**Activity:** The answer should contain every record below, output exactly.
■ ■ ■ ■
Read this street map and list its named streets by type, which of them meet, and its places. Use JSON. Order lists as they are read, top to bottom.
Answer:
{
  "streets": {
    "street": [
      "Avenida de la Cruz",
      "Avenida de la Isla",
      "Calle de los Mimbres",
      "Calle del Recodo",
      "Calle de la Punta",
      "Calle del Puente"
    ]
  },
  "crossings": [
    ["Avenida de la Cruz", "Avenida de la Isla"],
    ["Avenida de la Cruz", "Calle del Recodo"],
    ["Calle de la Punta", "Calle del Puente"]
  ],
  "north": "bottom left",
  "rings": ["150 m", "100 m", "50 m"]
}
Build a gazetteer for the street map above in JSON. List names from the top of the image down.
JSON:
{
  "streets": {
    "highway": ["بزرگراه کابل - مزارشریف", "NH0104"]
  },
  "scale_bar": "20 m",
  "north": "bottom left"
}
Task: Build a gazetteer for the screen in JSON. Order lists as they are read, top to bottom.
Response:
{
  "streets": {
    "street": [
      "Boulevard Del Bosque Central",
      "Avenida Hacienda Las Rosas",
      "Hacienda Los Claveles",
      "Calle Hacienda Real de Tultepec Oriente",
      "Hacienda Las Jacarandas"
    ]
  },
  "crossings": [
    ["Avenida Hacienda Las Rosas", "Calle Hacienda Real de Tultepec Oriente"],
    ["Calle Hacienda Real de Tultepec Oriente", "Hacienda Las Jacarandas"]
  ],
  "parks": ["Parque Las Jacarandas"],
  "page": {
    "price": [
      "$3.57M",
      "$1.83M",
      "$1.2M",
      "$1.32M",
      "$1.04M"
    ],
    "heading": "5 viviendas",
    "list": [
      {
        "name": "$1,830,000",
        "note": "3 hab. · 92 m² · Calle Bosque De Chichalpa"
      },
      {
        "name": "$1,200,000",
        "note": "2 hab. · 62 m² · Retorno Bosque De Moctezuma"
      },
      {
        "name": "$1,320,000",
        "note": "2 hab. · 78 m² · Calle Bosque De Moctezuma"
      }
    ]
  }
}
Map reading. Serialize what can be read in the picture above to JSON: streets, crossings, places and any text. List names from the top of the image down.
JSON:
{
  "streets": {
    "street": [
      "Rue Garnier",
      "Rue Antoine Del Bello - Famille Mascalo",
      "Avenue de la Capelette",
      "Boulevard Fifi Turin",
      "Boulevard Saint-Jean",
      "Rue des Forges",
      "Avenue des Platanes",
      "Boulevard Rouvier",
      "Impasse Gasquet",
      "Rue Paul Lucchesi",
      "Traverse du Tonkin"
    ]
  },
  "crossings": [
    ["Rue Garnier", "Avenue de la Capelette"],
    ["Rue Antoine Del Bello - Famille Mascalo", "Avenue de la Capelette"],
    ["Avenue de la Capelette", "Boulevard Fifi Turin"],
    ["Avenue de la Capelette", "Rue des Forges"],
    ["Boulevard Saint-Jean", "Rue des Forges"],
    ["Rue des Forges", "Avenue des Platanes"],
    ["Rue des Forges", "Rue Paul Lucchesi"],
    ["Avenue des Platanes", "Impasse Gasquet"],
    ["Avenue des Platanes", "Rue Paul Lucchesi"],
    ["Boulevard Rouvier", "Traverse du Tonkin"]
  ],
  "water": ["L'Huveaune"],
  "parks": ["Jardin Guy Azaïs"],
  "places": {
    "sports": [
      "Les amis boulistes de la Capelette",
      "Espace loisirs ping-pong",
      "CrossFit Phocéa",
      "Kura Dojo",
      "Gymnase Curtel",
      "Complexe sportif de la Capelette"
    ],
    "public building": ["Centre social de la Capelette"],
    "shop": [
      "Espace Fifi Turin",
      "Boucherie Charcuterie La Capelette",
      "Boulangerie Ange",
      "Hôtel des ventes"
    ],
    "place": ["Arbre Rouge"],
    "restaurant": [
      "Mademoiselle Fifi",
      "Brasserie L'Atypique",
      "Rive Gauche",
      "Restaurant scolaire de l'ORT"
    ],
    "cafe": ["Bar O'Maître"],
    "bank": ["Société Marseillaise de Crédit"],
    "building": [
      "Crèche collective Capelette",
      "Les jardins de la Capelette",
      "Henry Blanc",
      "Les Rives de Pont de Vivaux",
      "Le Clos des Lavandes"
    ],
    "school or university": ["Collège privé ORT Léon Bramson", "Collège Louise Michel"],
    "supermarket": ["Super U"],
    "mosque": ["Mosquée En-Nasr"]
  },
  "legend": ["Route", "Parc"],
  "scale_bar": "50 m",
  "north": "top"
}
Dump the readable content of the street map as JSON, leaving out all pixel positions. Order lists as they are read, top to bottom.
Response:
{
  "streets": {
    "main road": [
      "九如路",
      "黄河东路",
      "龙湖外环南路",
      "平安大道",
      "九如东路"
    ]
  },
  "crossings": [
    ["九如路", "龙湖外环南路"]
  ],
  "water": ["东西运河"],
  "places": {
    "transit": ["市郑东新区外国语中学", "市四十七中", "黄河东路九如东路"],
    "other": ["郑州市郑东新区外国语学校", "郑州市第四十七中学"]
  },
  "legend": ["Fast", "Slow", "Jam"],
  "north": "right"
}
■ ■ ■ ■
**The completed task:**
Read this street map and list its named streets by type, which of them meet, and its places. Use JSON. Order lists as they are read, top to bottom.
Answer:
{
  "streets": {
    "street": [
      "Avenida de la Cruz",
      "Avenida de la Isla",
      "Calle de los Mimbres",
      "Calle del Recodo",
      "Calle de la Punta",
      "Calle del Puente"
    ]
  },
  "crossings": [
    ["Avenida de la Cruz", "Avenida de la Isla"],
    ["Avenida de la Cruz", "Calle del Recodo"],
    ["Calle de la Punta", "Calle del Puente"]
  ],
  "north": "bottom left",
  "rings": ["150 m", "100 m", "50 m"]
}
Build a gazetteer for the street map above in JSON. List names from the top of the image down.
JSON:
{
  "streets": {
    "highway": ["بزرگراه کابل - مزارشریف", "NH0104"]
  },
  "scale_bar": "20 m",
  "north": "bottom left"
}
Task: Build a gazetteer for the screen in JSON. Order lists as they are read, top to bottom.
Response:
{
  "streets": {
    "street": [
      "Boulevard Del Bosque Central",
      "Avenida Hacienda Las Rosas",
      "Hacienda Los Claveles",
      "Calle Hacienda Real de Tultepec Oriente",
      "Hacienda Las Jacarandas"
    ]
  },
  "crossings": [
    ["Avenida Hacienda Las Rosas", "Calle Hacienda Real de Tultepec Oriente"],
    ["Calle Hacienda Real de Tultepec Oriente", "Hacienda Las Jacarandas"]
  ],
  "parks": ["Parque Las Jacarandas"],
  "page": {
    "price": [
      "$3.57M",
      "$1.83M",
      "$1.2M",
      "$1.32M",
      "$1.04M"
    ],
    "heading": "5 viviendas",
    "list": [
      {
        "name": "$1,830,000",
        "note": "3 hab. · 92 m² · Calle Bosque De Chichalpa"
      },
      {
        "name": "$1,200,000",
        "note": "2 hab. · 62 m² · Retorno Bosque De Moctezuma"
      },
      {
        "name": "$1,320,000",
        "note": "2 hab. · 78 m² · Calle Bosque De Moctezuma"
      }
    ]
  }
}
Map reading. Serialize what can be read in the picture above to JSON: streets, crossings, places and any text. List names from the top of the image down.
JSON:
{
  "streets": {
    "street": [
      "Rue Garnier",
      "Rue Antoine Del Bello - Famille Mascalo",
      "Avenue de la Capelette",
      "Boulevard Fifi Turin",
      "Boulevard Saint-Jean",
      "Rue des Forges",
      "Avenue des Platanes",
      "Boulevard Rouvier",
      "Impasse Gasquet",
      "Rue Paul Lucchesi",
      "Traverse du Tonkin"
    ]
  },
  "crossings": [
    ["Rue Garnier", "Avenue de la Capelette"],
    ["Rue Antoine Del Bello - Famille Mascalo", "Avenue de la Capelette"],
    ["Avenue de la Capelette", "Boulevard Fifi Turin"],
    ["Avenue de la Capelette", "Rue des Forges"],
    ["Boulevard Saint-Jean", "Rue des Forges"],
    ["Rue des Forges", "Avenue des Platanes"],
    ["Rue des Forges", "Rue Paul Lucchesi"],
    ["Avenue des Platanes", "Impasse Gasquet"],
    ["Avenue des Platanes", "Rue Paul Lucchesi"],
    ["Boulevard Rouvier", "Traverse du Tonkin"]
  ],
  "water": ["L'Huveaune"],
  "parks": ["Jardin Guy Azaïs"],
  "places": {
    "sports": [
      "Les amis boulistes de la Capelette",
      "Espace loisirs ping-pong",
      "CrossFit Phocéa",
      "Kura Dojo",
      "Gymnase Curtel",
      "Complexe sportif de la Capelette"
    ],
    "public building": ["Centre social de la Capelette"],
    "shop": [
      "Espace Fifi Turin",
      "Boucherie Charcuterie La Capelette",
      "Boulangerie Ange",
      "Hôtel des ventes"
    ],
    "place": ["Arbre Rouge"],
    "restaurant": [
      "Mademoiselle Fifi",
      "Brasserie L'Atypique",
      "Rive Gauche",
      "Restaurant scolaire de l'ORT"
    ],
    "cafe": ["Bar O'Maître"],
    "bank": ["Société Marseillaise de Crédit"],
    "building": [
      "Crèche collective Capelette",
      "Les jardins de la Capelette",
      "Henry Blanc",
      "Les Rives de Pont de Vivaux",
      "Le Clos des Lavandes"
    ],
    "school or university": ["Collège privé ORT Léon Bramson", "Collège Louise Michel"],
    "supermarket": ["Super U"],
    "mosque": ["Mosquée En-Nasr"]
  },
  "legend": ["Route", "Parc"],
  "scale_bar": "50 m",
  "north": "top"
}
Dump the readable content of the street map as JSON, leaving out all pixel positions. Order lists as they are read, top to bottom.
Response:
{
  "streets": {
    "main road": [
      "九如路",
      "黄河东路",
      "龙湖外环南路",
      "平安大道",
      "九如东路"
    ]
  },
  "crossings": [
    ["九如路", "龙湖外环南路"]
  ],
  "water": ["东西运河"],
  "places": {
    "transit": ["市郑东新区外国语中学", "市四十七中", "黄河东路九如东路"],
    "other": ["郑州市郑东新区外国语学校", "郑州市第四十七中学"]
  },
  "legend": ["Fast", "Slow", "Jam"],
  "north": "right"
}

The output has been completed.